Pritzker also said COVID-19 hospital admissions have increased in the same period of time. As of Tuesday night, 1,974 people in Illinois were reported to be in the hospital with COVID-19. Of those, 390 patients were in the ICU and 153 patients with COVID-19 were on ventilators.
"To date Illinois has had relative success in keeping this virus at bay, and we are still doing better than many of our neighbors, but we can't let up," Pritzker said. "And these numbers are indicating a concerning direction."
That's particularly true in Region 5, Southern Illinois, Pritzker said, which surpasses 8 percent positivity on average, up from 5.8 percent just two weeks ago.
"I have one simple thing to say...Mask up. It will make a tremendous difference in keeping infections down," Pritzker said.
Starting tomorrow, IDPH will begin reporting both molecular and antigen tests, which are diagnostic tests for COVID-19, on its website, Dr.

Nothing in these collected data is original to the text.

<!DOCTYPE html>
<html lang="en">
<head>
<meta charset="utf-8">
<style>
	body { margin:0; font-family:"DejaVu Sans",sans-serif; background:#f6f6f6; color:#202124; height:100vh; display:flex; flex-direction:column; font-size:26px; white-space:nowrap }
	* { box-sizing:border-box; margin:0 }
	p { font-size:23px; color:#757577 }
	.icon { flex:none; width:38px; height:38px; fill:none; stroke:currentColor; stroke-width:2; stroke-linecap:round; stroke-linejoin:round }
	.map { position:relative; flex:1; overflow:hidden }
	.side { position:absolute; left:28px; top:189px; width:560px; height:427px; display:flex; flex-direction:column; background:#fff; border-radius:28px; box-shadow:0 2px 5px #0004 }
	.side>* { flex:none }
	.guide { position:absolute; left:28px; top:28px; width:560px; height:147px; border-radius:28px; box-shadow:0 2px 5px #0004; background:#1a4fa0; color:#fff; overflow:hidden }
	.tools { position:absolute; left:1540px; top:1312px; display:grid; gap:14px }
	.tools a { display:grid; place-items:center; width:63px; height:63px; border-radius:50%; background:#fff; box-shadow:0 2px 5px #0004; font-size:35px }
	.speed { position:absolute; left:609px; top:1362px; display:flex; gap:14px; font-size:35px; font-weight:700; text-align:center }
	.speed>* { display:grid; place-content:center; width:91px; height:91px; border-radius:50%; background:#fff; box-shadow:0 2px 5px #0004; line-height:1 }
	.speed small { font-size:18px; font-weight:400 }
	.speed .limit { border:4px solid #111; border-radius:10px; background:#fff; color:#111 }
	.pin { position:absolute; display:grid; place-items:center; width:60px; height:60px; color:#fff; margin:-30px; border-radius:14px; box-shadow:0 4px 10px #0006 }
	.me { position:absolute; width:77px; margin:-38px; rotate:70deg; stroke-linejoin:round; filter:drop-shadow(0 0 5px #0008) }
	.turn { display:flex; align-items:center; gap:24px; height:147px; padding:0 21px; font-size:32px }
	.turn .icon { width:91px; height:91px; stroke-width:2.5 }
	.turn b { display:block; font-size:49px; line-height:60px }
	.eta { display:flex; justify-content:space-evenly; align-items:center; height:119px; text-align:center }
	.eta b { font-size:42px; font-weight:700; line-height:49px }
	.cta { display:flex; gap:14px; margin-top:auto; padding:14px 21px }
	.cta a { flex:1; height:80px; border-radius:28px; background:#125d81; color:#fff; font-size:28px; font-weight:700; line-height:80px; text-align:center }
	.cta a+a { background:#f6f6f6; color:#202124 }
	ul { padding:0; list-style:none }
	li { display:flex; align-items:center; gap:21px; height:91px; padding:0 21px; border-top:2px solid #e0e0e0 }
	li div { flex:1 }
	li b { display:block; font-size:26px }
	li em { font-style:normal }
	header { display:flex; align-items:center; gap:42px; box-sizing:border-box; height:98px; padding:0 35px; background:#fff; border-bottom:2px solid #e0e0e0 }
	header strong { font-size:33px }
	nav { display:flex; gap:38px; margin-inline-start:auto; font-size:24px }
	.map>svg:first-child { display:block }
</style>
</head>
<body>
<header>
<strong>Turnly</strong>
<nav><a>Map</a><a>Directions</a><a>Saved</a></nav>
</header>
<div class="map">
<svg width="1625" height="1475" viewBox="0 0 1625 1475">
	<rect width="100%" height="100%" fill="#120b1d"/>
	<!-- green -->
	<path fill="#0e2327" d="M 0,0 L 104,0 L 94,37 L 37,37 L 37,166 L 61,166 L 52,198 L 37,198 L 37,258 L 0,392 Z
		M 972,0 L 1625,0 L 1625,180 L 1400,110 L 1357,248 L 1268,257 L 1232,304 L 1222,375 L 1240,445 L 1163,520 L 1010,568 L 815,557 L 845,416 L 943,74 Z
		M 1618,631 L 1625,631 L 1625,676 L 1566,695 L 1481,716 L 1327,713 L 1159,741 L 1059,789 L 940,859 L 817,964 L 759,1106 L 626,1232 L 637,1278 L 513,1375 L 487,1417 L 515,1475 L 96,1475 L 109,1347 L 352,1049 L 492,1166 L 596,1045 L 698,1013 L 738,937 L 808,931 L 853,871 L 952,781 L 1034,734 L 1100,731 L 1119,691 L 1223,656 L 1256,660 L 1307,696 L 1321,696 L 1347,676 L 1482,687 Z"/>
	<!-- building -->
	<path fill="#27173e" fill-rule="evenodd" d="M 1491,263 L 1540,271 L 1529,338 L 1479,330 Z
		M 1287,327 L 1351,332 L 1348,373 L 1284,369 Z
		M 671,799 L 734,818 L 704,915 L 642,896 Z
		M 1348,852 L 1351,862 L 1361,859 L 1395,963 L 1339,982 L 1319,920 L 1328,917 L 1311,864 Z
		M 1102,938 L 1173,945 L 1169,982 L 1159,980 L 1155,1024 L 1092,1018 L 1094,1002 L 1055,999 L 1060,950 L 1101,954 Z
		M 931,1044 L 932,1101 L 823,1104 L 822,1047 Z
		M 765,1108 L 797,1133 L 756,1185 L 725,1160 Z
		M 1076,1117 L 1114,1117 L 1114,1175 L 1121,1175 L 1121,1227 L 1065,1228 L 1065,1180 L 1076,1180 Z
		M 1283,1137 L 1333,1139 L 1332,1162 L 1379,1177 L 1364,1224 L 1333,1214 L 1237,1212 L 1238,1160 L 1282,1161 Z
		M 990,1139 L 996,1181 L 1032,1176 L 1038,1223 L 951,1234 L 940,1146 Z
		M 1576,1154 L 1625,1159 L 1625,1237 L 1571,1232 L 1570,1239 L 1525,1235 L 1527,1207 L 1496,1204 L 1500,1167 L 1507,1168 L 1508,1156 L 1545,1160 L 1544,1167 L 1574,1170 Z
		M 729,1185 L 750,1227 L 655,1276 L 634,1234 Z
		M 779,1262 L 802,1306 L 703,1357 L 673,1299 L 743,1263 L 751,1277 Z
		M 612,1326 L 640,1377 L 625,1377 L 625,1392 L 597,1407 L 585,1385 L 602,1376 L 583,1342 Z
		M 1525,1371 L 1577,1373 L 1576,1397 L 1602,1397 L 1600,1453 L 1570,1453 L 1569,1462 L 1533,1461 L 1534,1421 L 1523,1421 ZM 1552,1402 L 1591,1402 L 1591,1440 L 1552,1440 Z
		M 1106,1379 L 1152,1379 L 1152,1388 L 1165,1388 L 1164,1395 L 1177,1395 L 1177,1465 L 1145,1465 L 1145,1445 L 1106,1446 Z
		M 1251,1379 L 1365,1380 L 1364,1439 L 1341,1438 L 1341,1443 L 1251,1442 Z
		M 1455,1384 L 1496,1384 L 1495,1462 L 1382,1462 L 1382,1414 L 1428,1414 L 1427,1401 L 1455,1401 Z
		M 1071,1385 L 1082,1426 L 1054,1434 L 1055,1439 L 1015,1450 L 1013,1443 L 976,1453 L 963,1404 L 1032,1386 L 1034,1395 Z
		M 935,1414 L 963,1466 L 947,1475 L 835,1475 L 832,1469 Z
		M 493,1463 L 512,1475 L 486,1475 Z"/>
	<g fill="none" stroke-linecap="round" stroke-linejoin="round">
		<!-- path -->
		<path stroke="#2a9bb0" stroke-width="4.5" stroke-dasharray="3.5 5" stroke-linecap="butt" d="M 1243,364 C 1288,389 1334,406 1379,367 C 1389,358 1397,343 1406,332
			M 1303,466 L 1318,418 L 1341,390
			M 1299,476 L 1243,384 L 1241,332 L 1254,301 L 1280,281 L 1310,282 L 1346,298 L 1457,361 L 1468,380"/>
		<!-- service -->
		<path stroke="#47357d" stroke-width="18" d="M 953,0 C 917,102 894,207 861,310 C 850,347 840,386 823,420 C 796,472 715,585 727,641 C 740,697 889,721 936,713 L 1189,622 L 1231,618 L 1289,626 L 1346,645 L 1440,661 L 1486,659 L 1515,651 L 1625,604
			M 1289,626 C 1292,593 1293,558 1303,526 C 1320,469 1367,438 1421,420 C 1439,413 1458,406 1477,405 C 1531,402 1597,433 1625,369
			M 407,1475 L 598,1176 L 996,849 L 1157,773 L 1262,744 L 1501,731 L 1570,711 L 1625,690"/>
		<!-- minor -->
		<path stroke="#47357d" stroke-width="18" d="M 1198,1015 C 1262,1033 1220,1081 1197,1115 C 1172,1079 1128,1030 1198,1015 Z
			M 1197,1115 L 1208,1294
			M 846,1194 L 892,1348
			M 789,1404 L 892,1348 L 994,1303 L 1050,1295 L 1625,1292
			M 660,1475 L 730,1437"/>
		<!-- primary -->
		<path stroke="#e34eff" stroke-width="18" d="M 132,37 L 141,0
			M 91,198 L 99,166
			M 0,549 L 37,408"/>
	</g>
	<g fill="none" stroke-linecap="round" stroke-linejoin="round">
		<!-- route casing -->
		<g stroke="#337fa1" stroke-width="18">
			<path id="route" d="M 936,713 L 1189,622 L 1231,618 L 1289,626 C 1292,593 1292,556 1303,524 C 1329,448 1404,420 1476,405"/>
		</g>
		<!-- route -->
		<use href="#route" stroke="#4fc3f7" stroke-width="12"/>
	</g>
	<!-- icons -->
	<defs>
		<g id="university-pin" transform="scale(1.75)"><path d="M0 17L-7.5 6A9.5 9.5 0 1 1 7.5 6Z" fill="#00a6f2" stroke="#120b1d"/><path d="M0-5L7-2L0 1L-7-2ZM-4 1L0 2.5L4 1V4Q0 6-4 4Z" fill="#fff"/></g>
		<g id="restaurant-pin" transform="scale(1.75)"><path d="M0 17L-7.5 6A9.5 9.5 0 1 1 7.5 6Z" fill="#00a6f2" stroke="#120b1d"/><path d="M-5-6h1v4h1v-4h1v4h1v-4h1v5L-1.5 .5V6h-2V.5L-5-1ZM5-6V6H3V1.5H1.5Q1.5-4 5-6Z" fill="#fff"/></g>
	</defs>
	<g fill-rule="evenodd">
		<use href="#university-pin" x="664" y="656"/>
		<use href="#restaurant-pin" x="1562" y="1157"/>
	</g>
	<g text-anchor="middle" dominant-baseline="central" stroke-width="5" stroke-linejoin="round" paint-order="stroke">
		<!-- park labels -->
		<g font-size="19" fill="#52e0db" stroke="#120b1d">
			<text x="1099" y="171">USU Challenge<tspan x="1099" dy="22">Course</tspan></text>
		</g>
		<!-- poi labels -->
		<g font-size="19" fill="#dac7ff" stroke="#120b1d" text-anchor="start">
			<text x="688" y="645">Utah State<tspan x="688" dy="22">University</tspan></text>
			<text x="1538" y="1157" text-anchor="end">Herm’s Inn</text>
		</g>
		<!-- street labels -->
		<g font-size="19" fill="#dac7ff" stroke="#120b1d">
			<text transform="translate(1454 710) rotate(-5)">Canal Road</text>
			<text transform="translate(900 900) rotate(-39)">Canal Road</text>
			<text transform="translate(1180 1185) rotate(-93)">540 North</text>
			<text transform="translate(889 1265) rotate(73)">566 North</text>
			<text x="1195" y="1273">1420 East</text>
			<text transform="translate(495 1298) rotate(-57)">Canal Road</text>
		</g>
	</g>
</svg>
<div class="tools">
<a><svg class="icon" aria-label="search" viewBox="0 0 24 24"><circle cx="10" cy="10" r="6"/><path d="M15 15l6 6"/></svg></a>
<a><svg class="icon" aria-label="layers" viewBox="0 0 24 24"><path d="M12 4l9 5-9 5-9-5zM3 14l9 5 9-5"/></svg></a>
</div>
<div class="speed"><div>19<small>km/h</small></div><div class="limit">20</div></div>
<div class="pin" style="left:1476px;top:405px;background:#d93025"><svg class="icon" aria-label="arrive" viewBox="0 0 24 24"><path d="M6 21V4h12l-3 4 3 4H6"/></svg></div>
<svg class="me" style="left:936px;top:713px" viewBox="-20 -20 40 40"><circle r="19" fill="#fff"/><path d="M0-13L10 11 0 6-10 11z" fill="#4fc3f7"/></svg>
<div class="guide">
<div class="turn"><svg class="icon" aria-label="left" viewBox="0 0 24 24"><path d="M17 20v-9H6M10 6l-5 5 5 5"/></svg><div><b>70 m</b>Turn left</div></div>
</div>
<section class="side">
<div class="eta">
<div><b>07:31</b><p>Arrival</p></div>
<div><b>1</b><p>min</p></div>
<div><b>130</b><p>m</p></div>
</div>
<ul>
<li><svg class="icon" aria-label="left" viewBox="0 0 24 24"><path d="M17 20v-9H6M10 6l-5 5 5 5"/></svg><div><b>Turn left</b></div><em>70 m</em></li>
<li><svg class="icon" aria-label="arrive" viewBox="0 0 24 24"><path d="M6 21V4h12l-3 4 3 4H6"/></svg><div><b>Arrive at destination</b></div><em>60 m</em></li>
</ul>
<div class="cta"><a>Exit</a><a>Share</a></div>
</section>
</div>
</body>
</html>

Ezike said. Neither of these are the antibody tests, which represent previous infection. Antibody tests are not going to be included in the count...Until now, the number only reflected the molecular tests.
"Antigen tests thus far have compromised less than 1 percent of all tests performed to date. But with more rapid antigen tests being deployed to the states from the federal government and other sources, and an updated national case definition..., we will see the number of antigen tests increase," she said.
Also, IDPH is redoing how they calculate data for Region 6 "to more accurately represent the spread across the region." Champaign County and its data will continue to be included in Region 6. What will be removed is the University of Illinois Urbana-Champaign saliva testing, Dr. Ezike said.
"As always, wash up, back up - maintain your distance, mask up, and sleeve up - as a reminder to get your flu shot," she said.